(Problem) Return every line from the one with "translate:-50% -50%; white-space:nowrap;" through the one with "display:flex; align-items:center; gap:20px;", inclusive, exactly as it appears below.

== Segment start ==

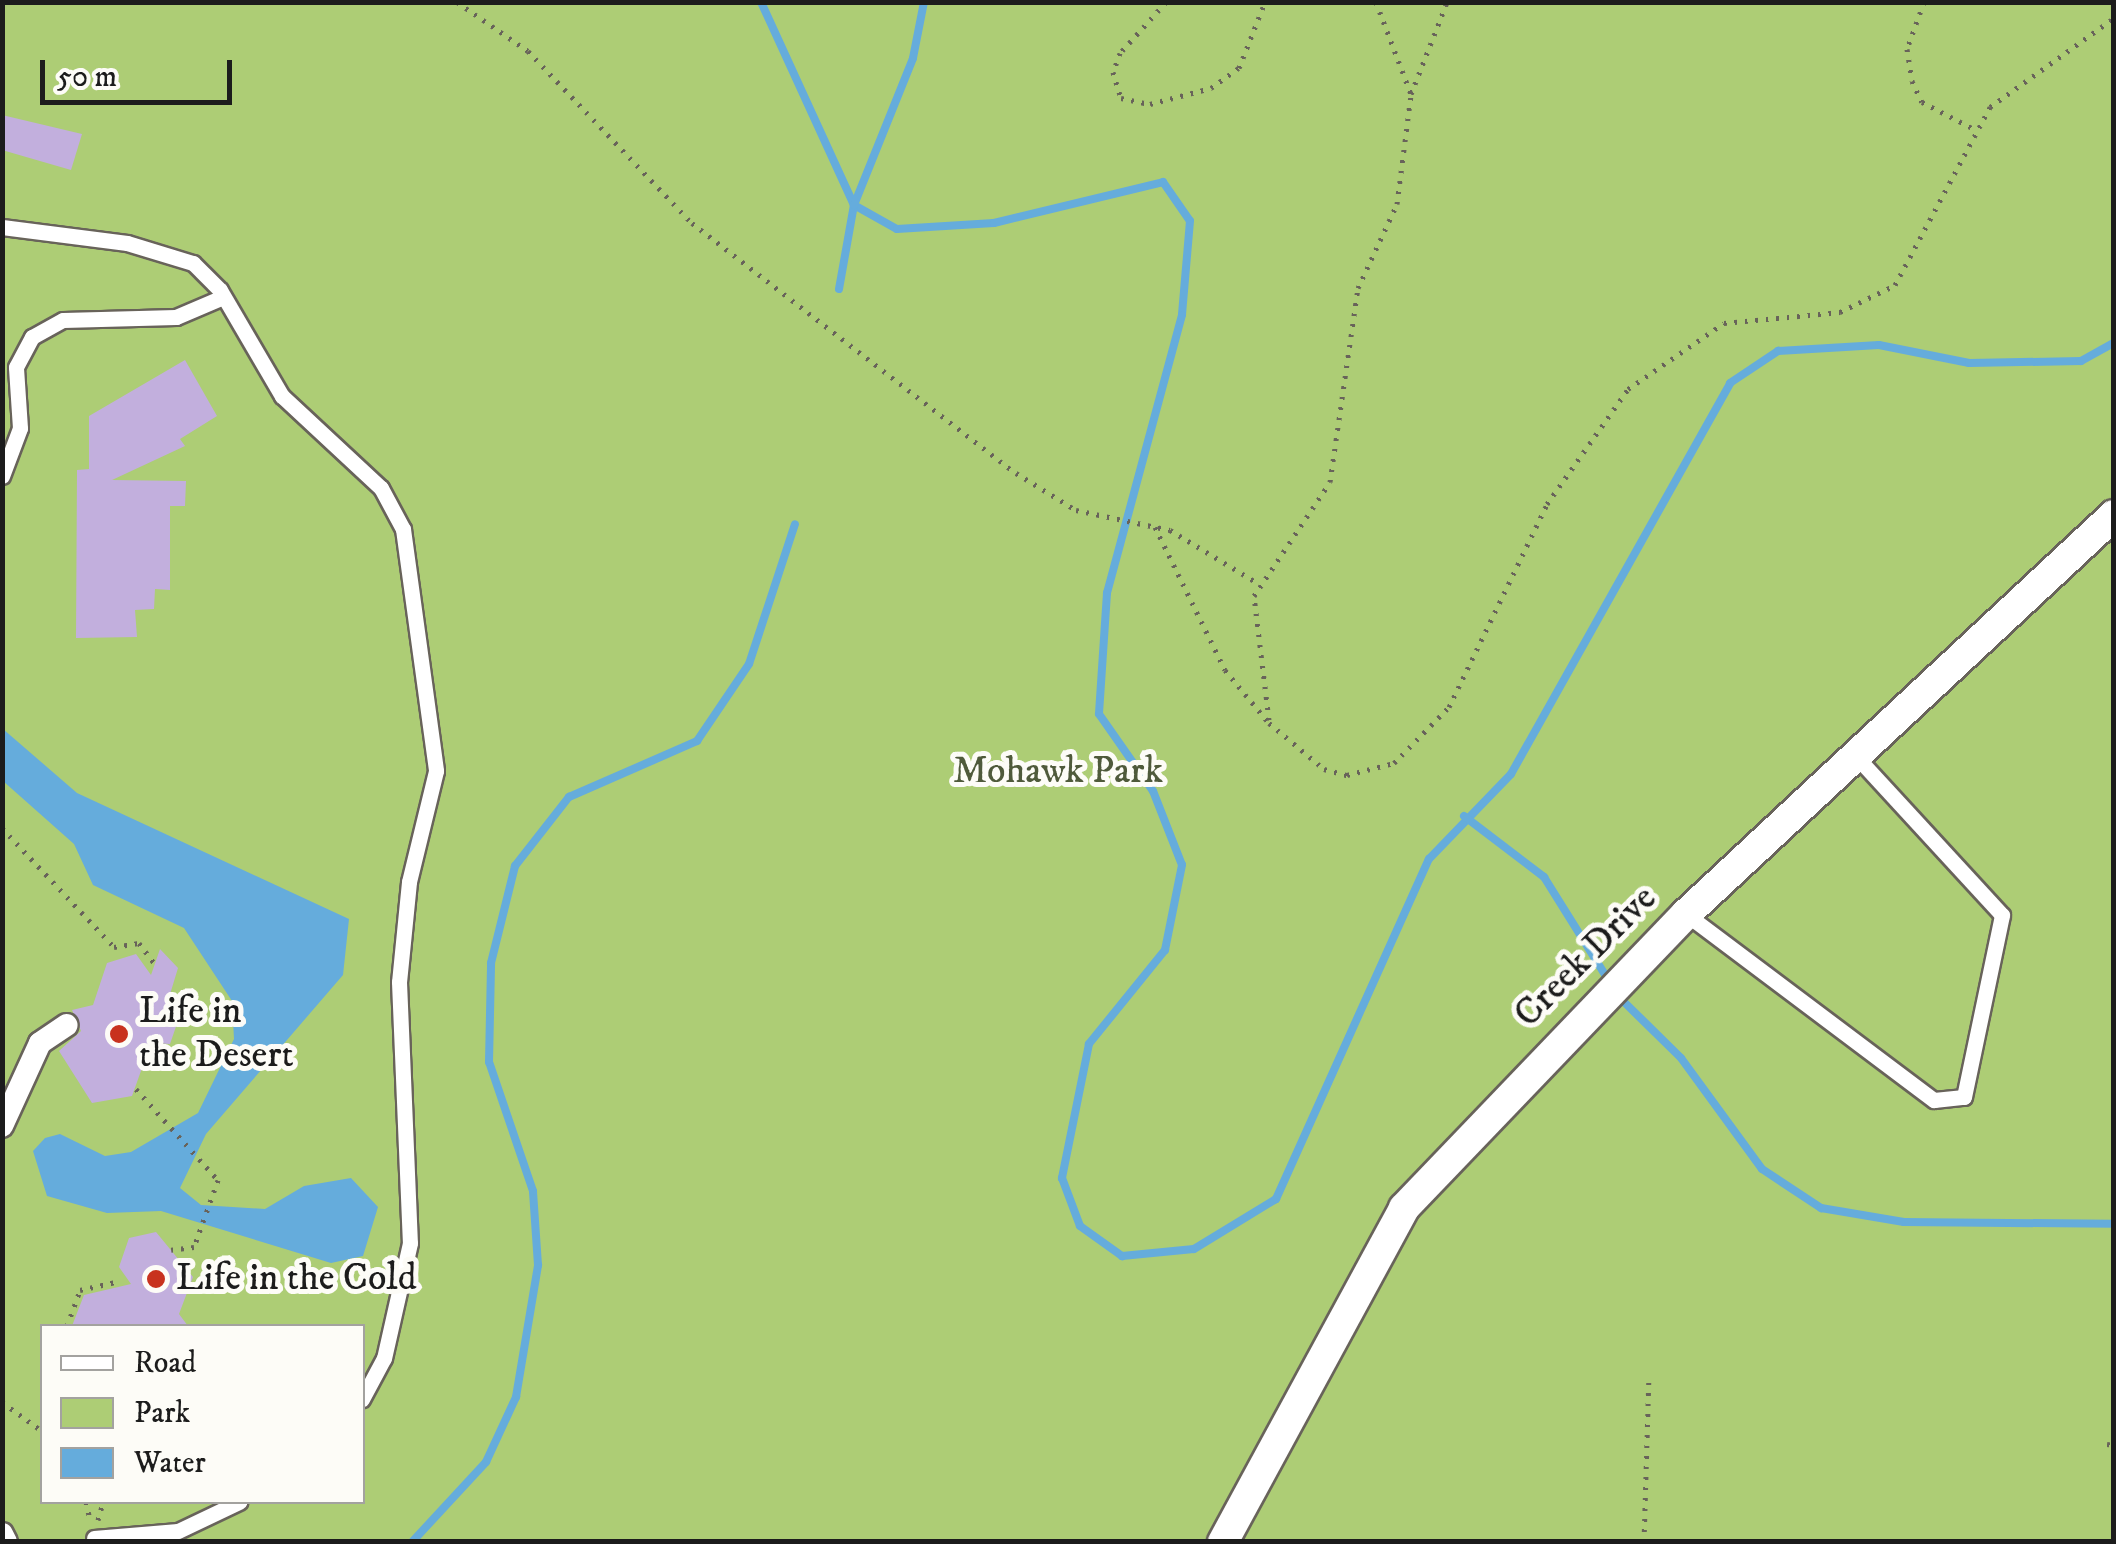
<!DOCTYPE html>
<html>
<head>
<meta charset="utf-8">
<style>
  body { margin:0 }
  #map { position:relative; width:2116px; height:1544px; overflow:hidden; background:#f4e6cd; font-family:"IM FELL DW Pica",serif }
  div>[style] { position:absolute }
  .green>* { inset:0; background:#adcd75 }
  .water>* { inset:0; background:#65acdc }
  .stream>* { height:8px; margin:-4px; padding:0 4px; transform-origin:4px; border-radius:4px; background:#65acdc }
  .building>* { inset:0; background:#c2afdd }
  .path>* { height:5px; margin-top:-2.5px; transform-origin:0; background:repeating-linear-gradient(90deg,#68635a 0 2.5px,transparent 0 10.5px) }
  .roads { filter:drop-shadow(2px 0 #68635a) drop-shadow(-2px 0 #68635a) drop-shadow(0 2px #68635a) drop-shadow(0 -2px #68635a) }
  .service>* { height:15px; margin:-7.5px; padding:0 7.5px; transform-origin:7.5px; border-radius:7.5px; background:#fff }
  .pedestrian>* { height:22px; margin:-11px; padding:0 11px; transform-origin:11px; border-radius:11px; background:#fff }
  .minor>* { height:30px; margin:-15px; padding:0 15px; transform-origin:15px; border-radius:15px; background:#fff }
  .dots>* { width:28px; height:28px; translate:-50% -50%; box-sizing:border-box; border:5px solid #fdfcf7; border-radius:50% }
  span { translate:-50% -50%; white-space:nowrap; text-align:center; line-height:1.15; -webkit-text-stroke:10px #fdfcf7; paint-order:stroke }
  .park-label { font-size:38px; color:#4f5a3b }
  .street-label { font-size:38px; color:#1c1c1c }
  .poi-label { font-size:38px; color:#1c1c1c }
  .left { translate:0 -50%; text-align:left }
  .frame { position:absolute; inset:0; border:5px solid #1c1c1c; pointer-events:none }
  .legend { position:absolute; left:40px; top:1324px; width:325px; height:180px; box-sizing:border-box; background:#fdfcf7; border:2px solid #a3a29f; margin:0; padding:12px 18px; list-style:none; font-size:30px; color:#1c1c1c }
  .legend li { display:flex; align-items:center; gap:20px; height:50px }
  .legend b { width:50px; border:2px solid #a3a29f }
  .scale { position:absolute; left:40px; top:60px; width:192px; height:45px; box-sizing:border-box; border:5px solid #1c1c1c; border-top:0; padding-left:12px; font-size:30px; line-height:35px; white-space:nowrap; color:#1c1c1c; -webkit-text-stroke:8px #fdfcf7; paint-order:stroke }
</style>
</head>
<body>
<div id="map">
  <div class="green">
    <i style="clip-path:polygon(evenodd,3px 3px,2113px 3px,2113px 1541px,3px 1542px,3px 3px,42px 1326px,362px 1326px,362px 1502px,42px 1502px,42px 1326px)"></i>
  </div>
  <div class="water">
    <i style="clip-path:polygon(3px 729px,77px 793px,349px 919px,343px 975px,206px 1134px,180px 1188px,201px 1205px,265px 1209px,304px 1186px,351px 1178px,378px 1207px,363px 1256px,331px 1263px,161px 1211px,107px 1213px,47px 1196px,33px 1151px,45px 1138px,60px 1134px,105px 1156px,131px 1152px,198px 1113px,234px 1039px,232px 1001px,184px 928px,93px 885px,74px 844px,3px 781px)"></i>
  </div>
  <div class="stream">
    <i style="left:761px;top:2px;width:223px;rotate:65.4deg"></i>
    <i style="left:854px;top:205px;width:49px;rotate:29.2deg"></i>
    <i style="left:897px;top:229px;width:97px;rotate:-3.5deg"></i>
    <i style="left:994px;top:223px;width:174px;rotate:-13.6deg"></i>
    <i style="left:1163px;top:182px;width:47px;rotate:55.3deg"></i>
    <i style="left:1190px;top:221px;width:94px;rotate:94.9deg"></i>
    <i style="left:1182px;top:315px;width:288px;rotate:105.1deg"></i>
    <i style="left:1107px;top:593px;width:121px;rotate:93.8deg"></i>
    <i style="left:1099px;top:714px;width:94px;rotate:55deg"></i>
    <i style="left:1153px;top:791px;width:79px;rotate:68.6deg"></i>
    <i style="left:1182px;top:865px;width:87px;rotate:101.3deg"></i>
    <i style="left:1165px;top:950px;width:121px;rotate:129deg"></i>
    <i style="left:1089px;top:1044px;width:137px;rotate:101.4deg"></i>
    <i style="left:1062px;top:1178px;width:51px;rotate:69.4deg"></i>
    <i style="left:1080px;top:1226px;width:52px;rotate:35.5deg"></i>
    <i style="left:1122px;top:1256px;width:72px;rotate:-5.6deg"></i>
    <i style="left:1194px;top:1249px;width:96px;rotate:-31.4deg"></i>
    <i style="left:1276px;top:1199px;width:373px;rotate:-65.8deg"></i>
    <i style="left:1429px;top:859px;width:118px;rotate:-46deg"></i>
    <i style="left:1511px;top:774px;width:448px;rotate:-60.7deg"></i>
    <i style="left:1730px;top:383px;width:58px;rotate:-33.7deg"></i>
    <i style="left:1778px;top:351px;width:101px;rotate:-3.4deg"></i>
    <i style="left:1879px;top:345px;width:92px;rotate:11.3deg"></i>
    <i style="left:1969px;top:363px;width:112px;rotate:-1deg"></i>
    <i style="left:2081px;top:361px;width:38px;rotate:-29deg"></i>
    <i style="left:839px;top:289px;width:85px;rotate:-79.9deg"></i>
    <i style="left:854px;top:205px;width:158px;rotate:-68.1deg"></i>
    <i style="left:913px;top:58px;width:57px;rotate:-78.9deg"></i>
    <i style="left:1464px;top:816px;width:101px;rotate:37.3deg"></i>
    <i style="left:1544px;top:877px;width:123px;rotate:58deg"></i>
    <i style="left:1619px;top:997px;width:87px;rotate:44.5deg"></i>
    <i style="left:1681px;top:1058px;width:137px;rotate:53.9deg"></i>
    <i style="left:1762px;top:1169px;width:71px;rotate:33.5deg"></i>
    <i style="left:1821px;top:1208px;width:84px;rotate:9.6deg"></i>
    <i style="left:1904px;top:1222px;width:210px;rotate:0.5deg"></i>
    <i style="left:412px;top:1542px;width:109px;rotate:-47.2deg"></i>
    <i style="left:486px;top:1462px;width:72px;rotate:-65.2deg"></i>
    <i style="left:516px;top:1397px;width:134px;rotate:-80.5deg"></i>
    <i style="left:538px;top:1265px;width:74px;rotate:-93.9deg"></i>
    <i style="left:533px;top:1191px;width:136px;rotate:-108.8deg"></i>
    <i style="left:489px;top:1062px;width:99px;rotate:-88.8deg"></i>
    <i style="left:491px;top:963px;width:100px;rotate:-76.1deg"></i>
    <i style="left:515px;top:866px;width:88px;rotate:-52deg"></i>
    <i style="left:569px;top:797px;width:140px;rotate:-23.6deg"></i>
    <i style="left:697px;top:741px;width:93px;rotate:-56deg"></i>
    <i style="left:749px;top:664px;width:147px;rotate:-71.8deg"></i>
  </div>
  <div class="building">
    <i style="clip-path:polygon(2px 115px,82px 134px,71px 170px,2px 150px)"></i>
    <i style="clip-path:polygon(185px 360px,217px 416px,180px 439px,185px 446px,112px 480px,186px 481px,185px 506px,170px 506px,170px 590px,155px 589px,154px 609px,135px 610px,137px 637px,76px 638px,77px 470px,89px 469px,89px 416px)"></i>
    <i style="clip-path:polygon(160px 949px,178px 968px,168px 1001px,180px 1015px,170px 1044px,151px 1043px,132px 1096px,92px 1103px,59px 1051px,81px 1031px,72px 1010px,93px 1005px,107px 963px,136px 954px,151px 975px)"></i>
    <i style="clip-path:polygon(156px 1232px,193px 1277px,179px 1314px,188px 1326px,72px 1326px,84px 1295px,131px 1284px,119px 1267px,129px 1238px)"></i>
  </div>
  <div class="path">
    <i style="left:457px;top:2px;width:86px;rotate:34.6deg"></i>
    <i style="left:528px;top:51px;width:238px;rotate:46.4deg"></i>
    <i style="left:692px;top:223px;width:409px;rotate:37.7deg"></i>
    <i style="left:1016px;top:473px;width:70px;rotate:31.7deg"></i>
    <i style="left:1076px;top:510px;width:96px;rotate:12deg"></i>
    <i style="left:1170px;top:530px;width:104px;rotate:31.2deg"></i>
    <i style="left:1166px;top:2px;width:69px;rotate:132deg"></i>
    <i style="left:1120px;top:53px;width:20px;rotate:110deg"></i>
    <i style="left:1113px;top:72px;width:27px;rotate:73deg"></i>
    <i style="left:1121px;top:98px;width:30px;rotate:12deg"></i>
    <i style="left:1150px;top:104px;width:63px;rotate:-14.7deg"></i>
    <i style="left:1211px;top:88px;width:34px;rotate:-36deg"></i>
    <i style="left:1239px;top:68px;width:71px;rotate:-68.5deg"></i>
    <i style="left:1376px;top:2px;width:98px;rotate:69.2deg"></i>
    <i style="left:1924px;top:2px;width:50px;rotate:109.9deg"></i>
    <i style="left:1907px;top:49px;width:32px;rotate:81deg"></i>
    <i style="left:1912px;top:81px;width:23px;rotate:65deg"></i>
    <i style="left:1922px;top:102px;width:59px;rotate:27.4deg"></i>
    <i style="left:1155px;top:527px;width:159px;rotate:63.9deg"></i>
    <i style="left:1225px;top:670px;width:69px;rotate:50.3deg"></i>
    <i style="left:1269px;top:723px;width:72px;rotate:39.9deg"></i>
    <i style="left:1324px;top:769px;width:24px;rotate:15deg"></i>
    <i style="left:1347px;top:775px;width:49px;rotate:-14.3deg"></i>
    <i style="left:1394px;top:763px;width:78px;rotate:-45.5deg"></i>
    <i style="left:1449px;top:707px;width:225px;rotate:-64.2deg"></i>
    <i style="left:1547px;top:504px;width:141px;rotate:-54.8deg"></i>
    <i style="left:1628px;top:389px;width:116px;rotate:-34.5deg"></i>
    <i style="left:1724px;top:323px;width:117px;rotate:-5.4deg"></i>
    <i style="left:1840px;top:312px;width:61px;rotate:-26.1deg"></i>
    <i style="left:1895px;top:285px;width:202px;rotate:-61.9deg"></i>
    <i style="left:1990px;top:107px;width:153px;rotate:-35.7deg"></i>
    <i style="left:1269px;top:720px;width:125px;rotate:-96.9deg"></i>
    <i style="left:1254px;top:596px;width:137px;rotate:-56.3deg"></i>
    <i style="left:1330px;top:482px;width:196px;rotate:-81.8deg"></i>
    <i style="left:1358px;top:288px;width:93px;rotate:-65.1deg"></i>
    <i style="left:1397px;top:204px;width:111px;rotate:-82.7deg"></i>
    <i style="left:1411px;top:94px;width:99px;rotate:-68.6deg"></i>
    <i style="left:2px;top:828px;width:163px;rotate:46.7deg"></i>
    <i style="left:114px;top:947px;width:25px;rotate:-9deg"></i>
    <i style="left:139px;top:943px;width:26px;rotate:53deg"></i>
    <i style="left:136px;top:1089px;width:122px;rotate:48deg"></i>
    <i style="left:218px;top:1180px;width:71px;rotate:109.7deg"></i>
    <i style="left:194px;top:1247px;width:23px;rotate:173deg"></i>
    <i style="left:67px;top:1326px;width:38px;rotate:-70deg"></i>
    <i style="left:80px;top:1290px;width:41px;rotate:-12.7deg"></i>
    <i style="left:2px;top:1402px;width:49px;rotate:35.9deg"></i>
    <i style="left:2107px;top:1444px;width:7px;rotate:8deg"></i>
    <i style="left:86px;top:1502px;width:17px;rotate:77deg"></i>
    <i style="left:98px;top:1520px;width:19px;rotate:-74deg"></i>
    <i style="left:1644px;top:1542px;width:165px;rotate:-88.3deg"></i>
  </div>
  <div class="roads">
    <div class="service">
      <i style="left:2px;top:227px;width:126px;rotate:7.3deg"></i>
      <i style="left:127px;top:243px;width:69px;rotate:16.9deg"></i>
      <i style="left:193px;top:263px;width:38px;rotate:45deg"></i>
      <i style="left:220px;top:290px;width:123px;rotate:59.7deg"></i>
      <i style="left:282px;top:396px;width:135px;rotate:42.9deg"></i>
      <i style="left:381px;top:488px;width:47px;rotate:61.8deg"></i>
      <i style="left:403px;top:529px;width:244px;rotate:82.2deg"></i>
      <i style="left:436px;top:771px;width:114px;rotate:103.7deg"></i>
      <i style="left:409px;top:882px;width:100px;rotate:95.7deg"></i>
      <i style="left:399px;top:982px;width:261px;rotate:87.6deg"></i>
      <i style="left:410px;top:1243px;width:118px;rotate:102.7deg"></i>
      <i style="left:384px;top:1358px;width:47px;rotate:118.2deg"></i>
      <i style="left:2px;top:476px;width:51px;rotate:-69.4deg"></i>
      <i style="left:20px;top:428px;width:61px;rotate:-93.8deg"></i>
      <i style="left:16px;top:367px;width:34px;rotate:-62deg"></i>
      <i style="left:32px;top:337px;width:35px;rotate:-29deg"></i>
      <i style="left:63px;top:320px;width:113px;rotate:-1.5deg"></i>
      <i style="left:176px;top:317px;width:51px;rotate:-23.1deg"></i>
      <i style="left:1686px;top:914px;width:310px;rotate:36.9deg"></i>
      <i style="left:1934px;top:1100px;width:30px;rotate:-6deg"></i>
      <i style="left:1964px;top:1097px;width:186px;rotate:-78.2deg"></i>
      <i style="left:2002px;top:915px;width:217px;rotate:-132.6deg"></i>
      <i style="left:94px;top:1538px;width:84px;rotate:-4.8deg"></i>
      <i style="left:178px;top:1531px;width:68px;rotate:-25.4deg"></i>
    </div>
    <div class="pedestrian">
      <i style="left:2px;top:1126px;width:91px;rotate:-65.4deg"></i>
      <i style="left:40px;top:1043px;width:32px;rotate:-34deg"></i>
      <i style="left:2px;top:1534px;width:9px;rotate:63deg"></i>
    </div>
    <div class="minor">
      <i style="left:1223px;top:1542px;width:380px;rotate:-61.5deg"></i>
      <i style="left:1404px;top:1208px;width:407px;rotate:-46.2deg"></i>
      <i style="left:1686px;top:914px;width:585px;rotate:-42.99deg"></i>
    </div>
  </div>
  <div class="dots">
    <i style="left:119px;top:1034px;background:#c8321e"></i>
    <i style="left:156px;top:1279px;background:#c8321e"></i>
  </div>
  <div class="park-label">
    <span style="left:1058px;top:772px">Mohawk Park</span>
  </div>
  <div class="street-label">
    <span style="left:1586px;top:957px;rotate:-45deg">Creek Drive</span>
  </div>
  <div class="poi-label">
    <span class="left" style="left:139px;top:1034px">Life in<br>the Desert</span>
    <span class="left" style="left:176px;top:1279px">Life in the Cold</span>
  </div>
  <div class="frame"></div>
  <ul class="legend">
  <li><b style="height:12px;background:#fff"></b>Road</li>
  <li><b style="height:28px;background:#adcd75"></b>Park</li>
  <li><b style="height:28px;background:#65acdc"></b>Water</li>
  </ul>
  <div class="scale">50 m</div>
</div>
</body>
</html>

== Segment end ==

(Answer section)
  span { translate:-50% -50%; white-space:nowrap; text-align:center; line-height:1.15; -webkit-text-stroke:10px #fdfcf7; paint-order:stroke }
  .park-label { font-size:38px; color:#4f5a3b }
  .street-label { font-size:38px; color:#1c1c1c }
  .poi-label { font-size:38px; color:#1c1c1c }
  .left { translate:0 -50%; text-align:left }
  .frame { position:absolute; inset:0; border:5px solid #1c1c1c; pointer-events:none }
  .legend { position:absolute; left:40px; top:1324px; width:325px; height:180px; box-sizing:border-box; background:#fdfcf7; border:2px solid #a3a29f; margin:0; padding:12px 18px; list-style:none; font-size:30px; color:#1c1c1c }
  .legend li { display:flex; align-items:center; gap:20px; height:50px }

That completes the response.